Olsen turned jail and drugs into winning story

By
Updated: October 31, 2013

By Sandy Stevens

Editor’s Note: The following column appeared in WIN, Volume 20, Issue 1 and printed Oct. 31, 2013.

 

Last year, Wheaton College’s unranked sophomore Dan Olsen — second string at the season’s start after missing three years of competition — became an NCAA Division III 184-pound All-American.

That surprised a lot of people.

But few knew that Dan had already battled much tougher foes: drug and alcohol addictions that landed him in prison.

“This is like any kind of addiction story,” said Dan, 23. “My (high school) freshman year, I started with pot and alcohol. Sophomore year, I started doing more. My junior year, I started experimenting with drugs like ecstasy, cocaine and prescription pills.

Dan Olsen (right)

Dan Olsen (right)

“Kind of all through high school, I was drifting away from the path, but I grew up in a very strong Christian household. Through eighth grade, I’d have been called ‘a good kid.’ ”

Dan and his brother, Matthew, 25, had wrestled most of their lives, encouraged by their dad, Scott, who competed for Wright Junior College and Northern Illinois University.

“All of us love wrestling and have that passion for the sport,” Dan said. “Our dad taught us about wrestling from the time we were little shavers.”

Matthew would serve as team captain and capture all-American academic honors at the Milwaukee School of Engineering.

At 152 pounds his senor year at Jacobs High School in Algonquin, Ill., Dan qualified for the 2008 state tournament, but his destructive off-the-mat behavior continued.

His stunned parents tried reprimanding and grounding him.

“Of course, I denied it,” Dan said. “You think nobody notices.”

Eventually, he was smoking pot daily before school. “Near the end of my senior year, I’d wrestle high,” he said. “My coaches talked with me. I had many talks with many people, but it never really sunk in.”

Shortly before graduation, Dan and a friend skipped school and broke into homes in three counties, seeking money and goods to buy drugs. They were spotted; police surrounded the house and arrested the duo for residential burglary.

“My parents mortgaged our house to pay for bonds and a lawyer,” Dan said. “It hurt their lives, the emotional turmoil I put them through — but it still wasn’t enough to make me change.

“I went back to school, but I was still addicted. The want was there (for change), but I really didn’t have a significant change in behavior.”

Instead of several years in prison, Dan was sentenced to two years’ of intensive drug probation and community service. He did none of it.

By fall, he was working at a shoe store and shooting up heroin again. But in November 2008, he was arrested in Chicago for possession of a controlled substance. He spent four days in the Cook County jail before his parents paid a $150 bond.
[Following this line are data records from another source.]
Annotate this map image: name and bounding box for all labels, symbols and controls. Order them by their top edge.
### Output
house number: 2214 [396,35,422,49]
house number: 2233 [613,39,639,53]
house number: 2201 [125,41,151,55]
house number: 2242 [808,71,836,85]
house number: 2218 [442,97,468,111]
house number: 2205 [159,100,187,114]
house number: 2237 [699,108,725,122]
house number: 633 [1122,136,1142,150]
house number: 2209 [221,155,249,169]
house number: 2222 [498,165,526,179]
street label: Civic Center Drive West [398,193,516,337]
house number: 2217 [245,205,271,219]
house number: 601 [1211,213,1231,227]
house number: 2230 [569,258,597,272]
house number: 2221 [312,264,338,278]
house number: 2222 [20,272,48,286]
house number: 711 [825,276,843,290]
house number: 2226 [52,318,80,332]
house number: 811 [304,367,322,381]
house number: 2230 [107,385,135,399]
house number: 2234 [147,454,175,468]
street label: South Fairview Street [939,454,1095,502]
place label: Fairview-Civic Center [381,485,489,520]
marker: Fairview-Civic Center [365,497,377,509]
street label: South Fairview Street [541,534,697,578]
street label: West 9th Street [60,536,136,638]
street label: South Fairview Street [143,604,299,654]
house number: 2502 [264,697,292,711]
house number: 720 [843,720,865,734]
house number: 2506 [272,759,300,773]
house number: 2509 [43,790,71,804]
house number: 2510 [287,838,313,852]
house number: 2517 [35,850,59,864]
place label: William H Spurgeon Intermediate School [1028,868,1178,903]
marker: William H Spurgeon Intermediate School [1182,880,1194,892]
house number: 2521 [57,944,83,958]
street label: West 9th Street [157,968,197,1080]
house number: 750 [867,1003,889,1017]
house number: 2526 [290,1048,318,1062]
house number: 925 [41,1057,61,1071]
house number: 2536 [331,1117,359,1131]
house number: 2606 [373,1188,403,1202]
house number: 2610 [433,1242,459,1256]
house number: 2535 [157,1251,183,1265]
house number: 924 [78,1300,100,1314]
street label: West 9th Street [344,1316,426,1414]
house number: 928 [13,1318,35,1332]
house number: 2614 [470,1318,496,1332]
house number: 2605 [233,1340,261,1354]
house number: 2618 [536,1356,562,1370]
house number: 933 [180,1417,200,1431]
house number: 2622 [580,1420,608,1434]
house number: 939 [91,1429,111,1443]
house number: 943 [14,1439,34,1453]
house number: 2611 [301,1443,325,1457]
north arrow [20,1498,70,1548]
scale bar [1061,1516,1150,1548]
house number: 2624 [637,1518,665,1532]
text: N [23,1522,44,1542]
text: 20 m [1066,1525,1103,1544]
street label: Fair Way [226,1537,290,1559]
He then entered a 30-day in-patient program.

“It wasn’t long enough to get me clean,” he recalled.

Assignment to a halfway house came next. But 10 days later, Dan began using again and the staff found needles in his locker.

“They kicked me out then and there,” he said.

As a result, he served 90 days in a county jail, which meant missing the prom of his girlfriend, Riley Butler.

The jail time was followed by a problem-free 90 days under house arrest, but then Dan stopped taking a drug inhibitor and started the heroin and drinking again.

That led to a fight at a coffee shop and — while three counties still held him on probation — an arrest for aggravated battery and the need for a public defender. This sentence: three months in a county jail and nine months in a central Illinois prison.

“It was a blessing in disguise,” Dan stressed. “Being away that long, away from all the junk, was what I needed. I started going to church on Sundays, joined a Bible study and began building a relationship with God after I drifted so far away.

“And there was a constant reiteration of how (those men) screwed up. One guy said, ‘Either you’re going to give up on having a good life or you’re going to fix what you’ve been doing wrong.’

“Honestly, each time I did want to change,” Dan explained, “and I feel like the majority of people are like that, but no matter how much you want it, it’s not going to fix itself.

“But I was blessed to be protected; I never got into fights. I feel like God put those men into my life. It was the right place for me.”

Released from prison Aug. 24, 2010, Dan attended a community college before enrolling at Wheaton College. He has received the college’s Charles Colson Scholarship for ex-offenders, administered by the Institute for Prison Ministries.

This month, PBS will interview Dan for a January program on the cyclical nature of convicts returning to prison and what the Christian community can do about it.

Dan stressed his gratitude for the constant support of his dad, a fireman; his mother Mary, a math teacher; his brother; his sister, Kristen; and Riley, now his fiancée.

“I’ve put them through a lot, and they’re a lot of the reason I haven’t gone back,” he said.

“(The past addictions) are part of my life, and I understand that, but I keep myself on guard. I can abstain from (undesirable) situations or people.”

Besides aiming for a national title, the Applied Health Science major is continuing to look ahead, after representing the U.S. in the World University Greco-Roman Games in Russia in July.

“I want to shoot for the Greco-Roman Olympics,” Dan said.